It was just another Friday for office-goers hurrying home, students grappling with their homework and housewives settling in for their daily dose of screen soap. But for a few houses around town the day was special; it marked the homecoming of a special guest — Goddess Durga. And even as you read this on a lazy Sunday morning, frantic preparations are on for the Mahashtami anjali.

Yes, this is Durga puja time. If you haven’t remembered to buy a fresh set of clothes or skip breakfast for anjali, you cannot be faulted. For Basanti puja — that is what the worship of Durga in basanta or spring is called — happens in only a handful of houses in the city.

The origin

The autumnal affair — Sharadiya Durgotsav — may have overtaken the vernal ritual centuries ago in pomp and popularity, but the fact is that Basanti puja is the real thing. Turn the pages of tradition and you discover that first Durga puja, performed by King Surath under instructions from sage Medha, had taken place in spring. He had lost his kingdom and had wandered into the forest, heart-broken. There he met Samadhi, belonging to the Vaisya caste, who was also in mourning. Both met Medha and told him about their sufferings. The sage then advised them to worship Durga in spring.

Lord Rama’s akalbodhan of Durga in autumn, to seek a boon of victory over Ravana, happened much later. The name itself suggests that it was an untimely (akal) deed. Yet as the cult of Rama grew, the puja begun by him gained currency, relegating Basanti puja to near oblivion.

One puja, two times

“The rituals of both pujas are the same. There is no difference in the idols either,” says Ramnarayan Bhattacharya, the priest who performs Durga puja at Sovabazar Rajbari. Only the ghot for bodhon (awakening) is missing on Sashthi as the puja, unlike autumn’s akalbodhan, happens on time.

“On Ashtami, we will even have kumari puja, a salient feature of saradotsav in household pujas,” explains 75-year-old Surupa Gooptu, engaged in Basanti puja this year, hosting the family deity Singhabahini Durga.

The ashtadhatu idol, about four inches high, is worshipped by different branches of the family by turns. Surupa Gooptu’s turn has come after 36 years. “We will also perform sharadiya Durga puja this year, with the same idol,” says her daughter Kumkum.
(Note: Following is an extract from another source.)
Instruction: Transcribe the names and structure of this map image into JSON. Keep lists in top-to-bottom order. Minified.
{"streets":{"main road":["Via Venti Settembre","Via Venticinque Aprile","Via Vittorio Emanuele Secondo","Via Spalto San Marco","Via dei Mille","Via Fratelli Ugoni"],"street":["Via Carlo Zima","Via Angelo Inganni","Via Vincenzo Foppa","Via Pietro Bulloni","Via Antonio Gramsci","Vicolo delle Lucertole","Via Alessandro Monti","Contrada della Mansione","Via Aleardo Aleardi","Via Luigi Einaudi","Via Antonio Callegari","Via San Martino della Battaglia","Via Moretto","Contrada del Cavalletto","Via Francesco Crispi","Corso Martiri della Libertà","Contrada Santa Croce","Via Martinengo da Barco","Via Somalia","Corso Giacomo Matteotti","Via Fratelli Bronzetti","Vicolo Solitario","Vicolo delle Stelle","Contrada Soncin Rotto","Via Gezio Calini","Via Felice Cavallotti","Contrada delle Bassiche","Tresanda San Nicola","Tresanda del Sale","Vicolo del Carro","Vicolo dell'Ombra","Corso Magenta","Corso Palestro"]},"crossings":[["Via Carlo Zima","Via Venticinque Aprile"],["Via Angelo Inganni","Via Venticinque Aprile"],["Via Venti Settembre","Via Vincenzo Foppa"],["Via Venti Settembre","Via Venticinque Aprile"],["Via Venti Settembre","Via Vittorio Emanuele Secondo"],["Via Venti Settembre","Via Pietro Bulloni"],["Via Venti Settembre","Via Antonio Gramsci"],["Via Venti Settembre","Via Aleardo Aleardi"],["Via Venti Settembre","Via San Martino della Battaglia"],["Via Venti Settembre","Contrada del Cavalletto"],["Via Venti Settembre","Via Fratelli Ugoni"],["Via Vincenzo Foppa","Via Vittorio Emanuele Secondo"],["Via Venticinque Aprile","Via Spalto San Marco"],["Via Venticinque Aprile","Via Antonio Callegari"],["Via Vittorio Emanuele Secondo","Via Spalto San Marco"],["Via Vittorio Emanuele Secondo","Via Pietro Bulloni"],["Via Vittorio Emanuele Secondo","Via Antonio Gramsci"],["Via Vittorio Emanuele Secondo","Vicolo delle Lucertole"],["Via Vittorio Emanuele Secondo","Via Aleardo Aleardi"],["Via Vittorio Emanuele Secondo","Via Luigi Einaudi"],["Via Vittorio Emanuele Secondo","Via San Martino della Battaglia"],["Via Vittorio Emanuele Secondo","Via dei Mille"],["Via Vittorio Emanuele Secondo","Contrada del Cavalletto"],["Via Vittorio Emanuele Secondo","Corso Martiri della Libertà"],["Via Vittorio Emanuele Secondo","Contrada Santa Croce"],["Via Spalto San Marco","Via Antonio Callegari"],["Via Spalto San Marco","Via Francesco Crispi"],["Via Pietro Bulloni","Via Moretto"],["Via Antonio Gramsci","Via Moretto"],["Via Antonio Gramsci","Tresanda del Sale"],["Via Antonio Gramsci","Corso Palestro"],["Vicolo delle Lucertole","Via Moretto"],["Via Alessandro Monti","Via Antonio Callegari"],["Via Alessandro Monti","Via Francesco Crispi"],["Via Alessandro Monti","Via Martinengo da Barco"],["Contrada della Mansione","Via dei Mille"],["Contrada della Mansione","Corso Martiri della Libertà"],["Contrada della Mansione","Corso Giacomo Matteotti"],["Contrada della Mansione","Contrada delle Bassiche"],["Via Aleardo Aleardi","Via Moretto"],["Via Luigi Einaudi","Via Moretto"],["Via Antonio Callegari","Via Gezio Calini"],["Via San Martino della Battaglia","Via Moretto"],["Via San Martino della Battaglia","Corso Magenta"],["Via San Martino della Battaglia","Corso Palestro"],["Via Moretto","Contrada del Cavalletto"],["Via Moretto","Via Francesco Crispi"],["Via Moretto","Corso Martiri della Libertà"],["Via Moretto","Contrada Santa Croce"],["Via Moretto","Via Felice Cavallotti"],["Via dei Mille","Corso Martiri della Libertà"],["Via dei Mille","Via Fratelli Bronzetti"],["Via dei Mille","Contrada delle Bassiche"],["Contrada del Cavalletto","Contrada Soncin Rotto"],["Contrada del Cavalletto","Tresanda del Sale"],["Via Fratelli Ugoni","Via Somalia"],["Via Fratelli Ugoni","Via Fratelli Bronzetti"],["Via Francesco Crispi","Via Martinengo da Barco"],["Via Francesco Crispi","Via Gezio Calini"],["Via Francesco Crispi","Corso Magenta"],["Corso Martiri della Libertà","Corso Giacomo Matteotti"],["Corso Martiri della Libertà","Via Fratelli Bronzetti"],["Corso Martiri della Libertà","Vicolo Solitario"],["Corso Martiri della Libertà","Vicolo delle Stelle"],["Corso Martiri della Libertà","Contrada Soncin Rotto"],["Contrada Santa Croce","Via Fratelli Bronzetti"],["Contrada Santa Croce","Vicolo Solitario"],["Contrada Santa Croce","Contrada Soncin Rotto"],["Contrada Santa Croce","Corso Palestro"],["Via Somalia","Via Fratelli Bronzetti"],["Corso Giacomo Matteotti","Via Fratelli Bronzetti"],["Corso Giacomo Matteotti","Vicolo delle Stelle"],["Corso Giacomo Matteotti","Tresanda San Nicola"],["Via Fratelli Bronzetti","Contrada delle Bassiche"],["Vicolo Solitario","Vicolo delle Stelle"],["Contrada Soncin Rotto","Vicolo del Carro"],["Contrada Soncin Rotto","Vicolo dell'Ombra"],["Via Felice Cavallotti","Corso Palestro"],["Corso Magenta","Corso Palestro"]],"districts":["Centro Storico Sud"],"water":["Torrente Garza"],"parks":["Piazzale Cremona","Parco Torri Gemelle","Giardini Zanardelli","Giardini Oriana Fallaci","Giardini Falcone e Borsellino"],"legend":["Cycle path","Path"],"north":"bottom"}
The Kundu Chowdhurys of Andul, Howrah, worship Durga as Parvati, seated on her consort Shiva’s lap. “After Basanti puja, we immerse the idol on Dashami. An exact replica is made in autumn,” says Ashit Kundu Chowdhury. The two-puja custom is continuing since the late 18th century when the babus of the house were late in returning from a voyage and the women performing Basanti puja pledged to do a Durga puja as well in autumn once the men came home safe.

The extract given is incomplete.